Your objective:
Lines that include "above" make up the answer; copy all of them from the data below.

Data for processing:
=-=-=-=-=

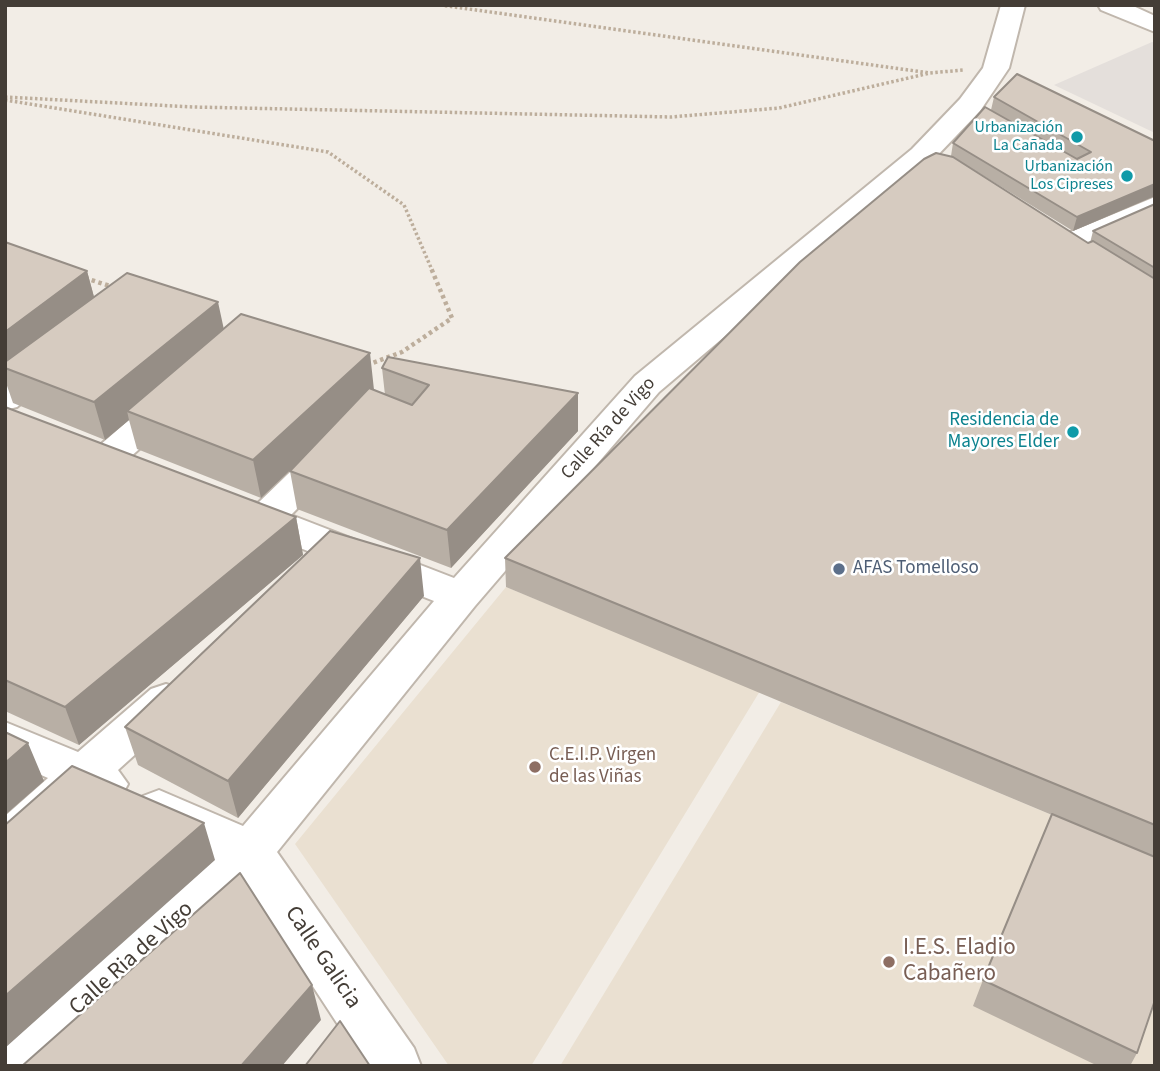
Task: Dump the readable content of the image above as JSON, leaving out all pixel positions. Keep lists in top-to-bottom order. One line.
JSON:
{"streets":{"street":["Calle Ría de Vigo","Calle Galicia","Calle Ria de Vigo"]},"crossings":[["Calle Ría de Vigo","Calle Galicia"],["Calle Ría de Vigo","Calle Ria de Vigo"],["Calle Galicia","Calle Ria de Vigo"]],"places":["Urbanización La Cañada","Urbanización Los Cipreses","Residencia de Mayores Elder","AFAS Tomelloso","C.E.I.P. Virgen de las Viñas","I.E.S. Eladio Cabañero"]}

=-=-=-=-=

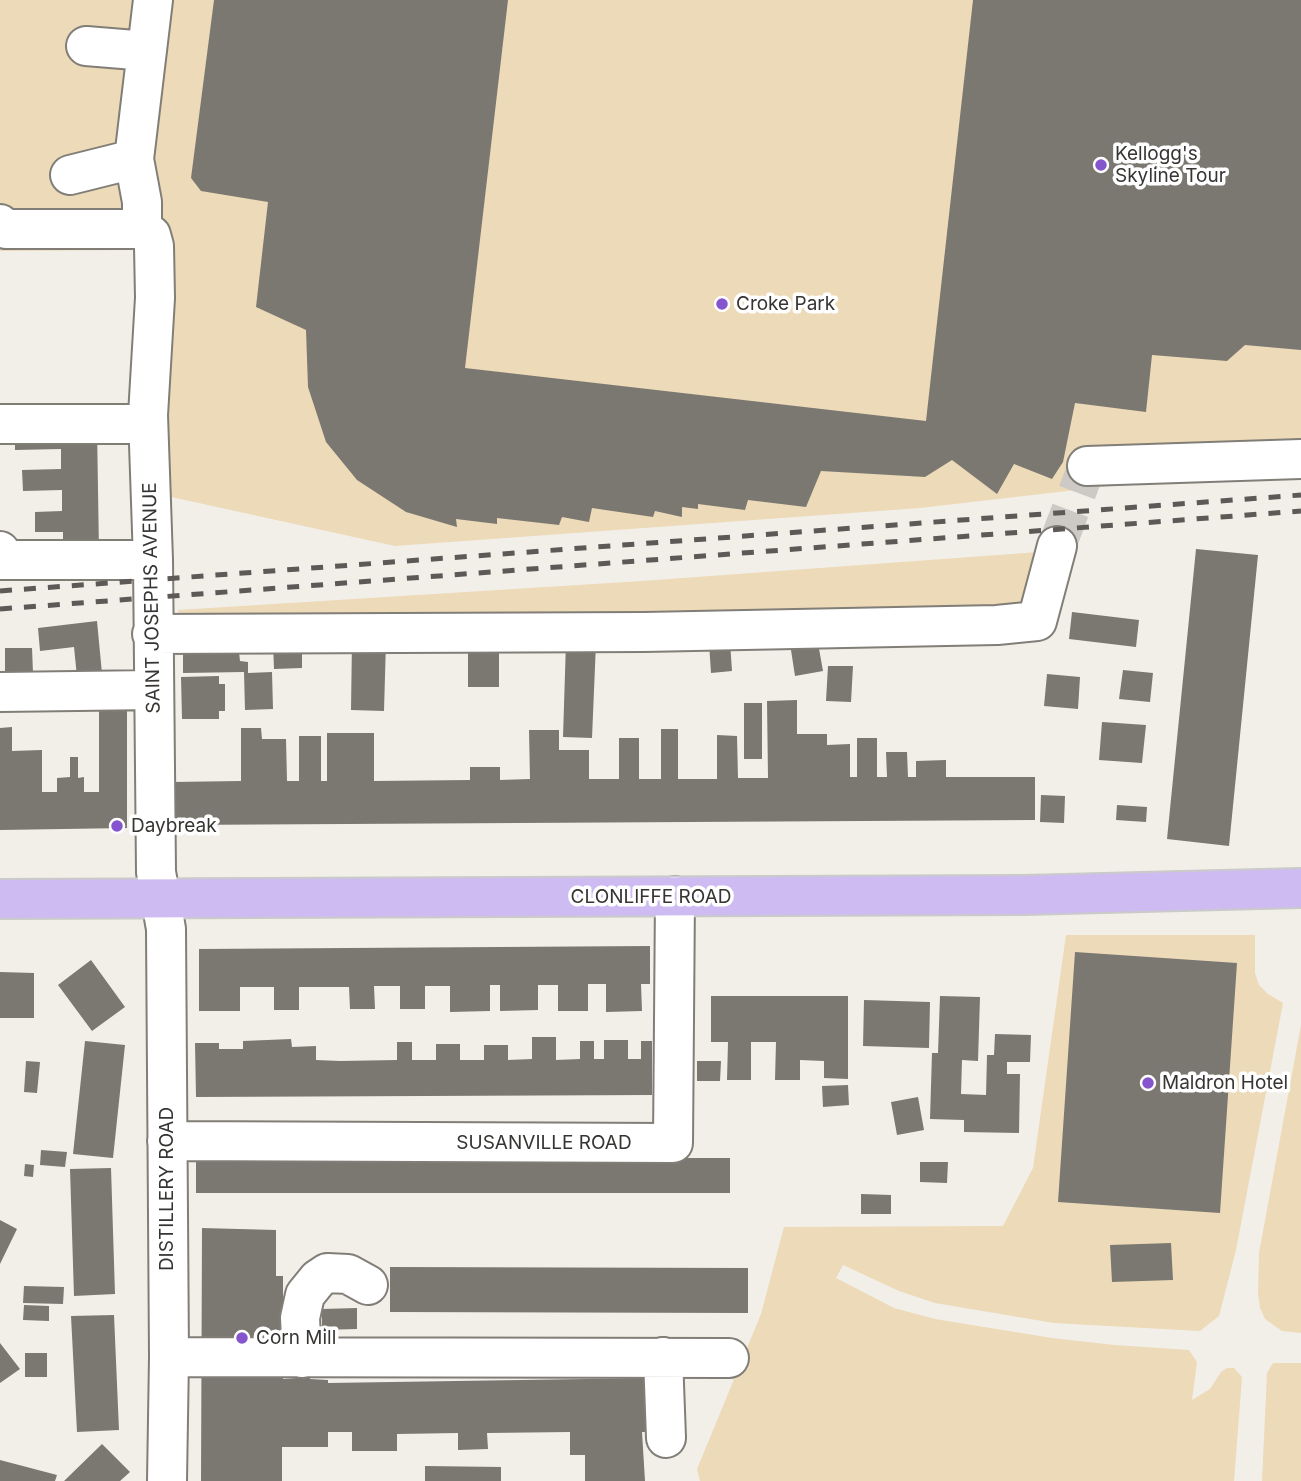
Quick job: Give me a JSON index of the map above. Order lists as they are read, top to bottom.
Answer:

=-=-=-=-=

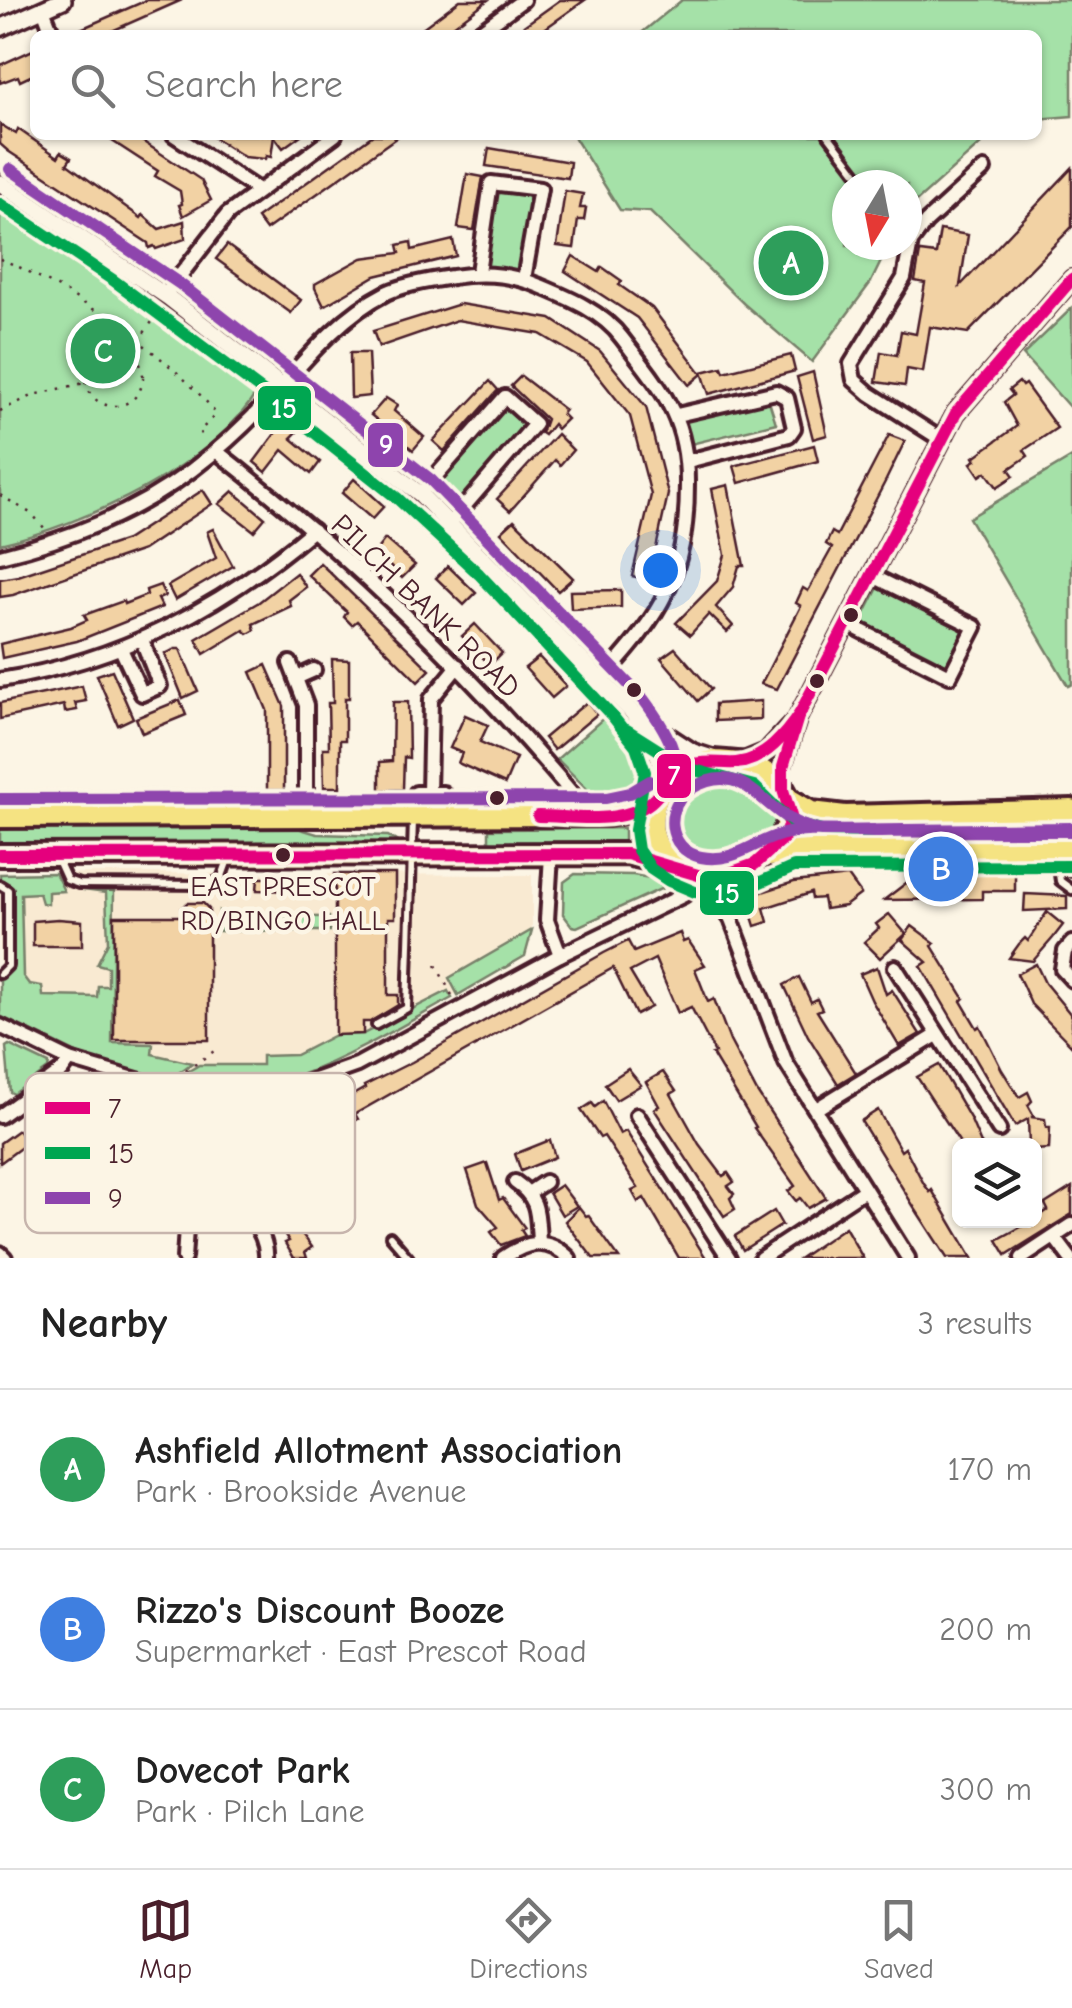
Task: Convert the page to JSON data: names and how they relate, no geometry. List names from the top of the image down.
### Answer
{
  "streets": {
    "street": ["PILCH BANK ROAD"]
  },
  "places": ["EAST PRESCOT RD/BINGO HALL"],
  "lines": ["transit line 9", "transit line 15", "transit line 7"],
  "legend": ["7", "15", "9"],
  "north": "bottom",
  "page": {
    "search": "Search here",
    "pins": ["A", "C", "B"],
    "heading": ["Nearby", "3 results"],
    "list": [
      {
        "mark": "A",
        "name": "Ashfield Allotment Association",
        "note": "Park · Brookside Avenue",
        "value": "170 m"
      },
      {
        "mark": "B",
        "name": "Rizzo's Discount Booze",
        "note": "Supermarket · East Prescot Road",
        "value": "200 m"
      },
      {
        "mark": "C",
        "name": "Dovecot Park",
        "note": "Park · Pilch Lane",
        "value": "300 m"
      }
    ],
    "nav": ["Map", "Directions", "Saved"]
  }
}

=-=-=-=-=

Answer to this task:
Task: Dump the readable content of the image above as JSON, leaving out all pixel positions. Keep lists in top-to-bottom order. One line.
Quick job: Give me a JSON index of the map above. Order lists as they are read, top to bottom.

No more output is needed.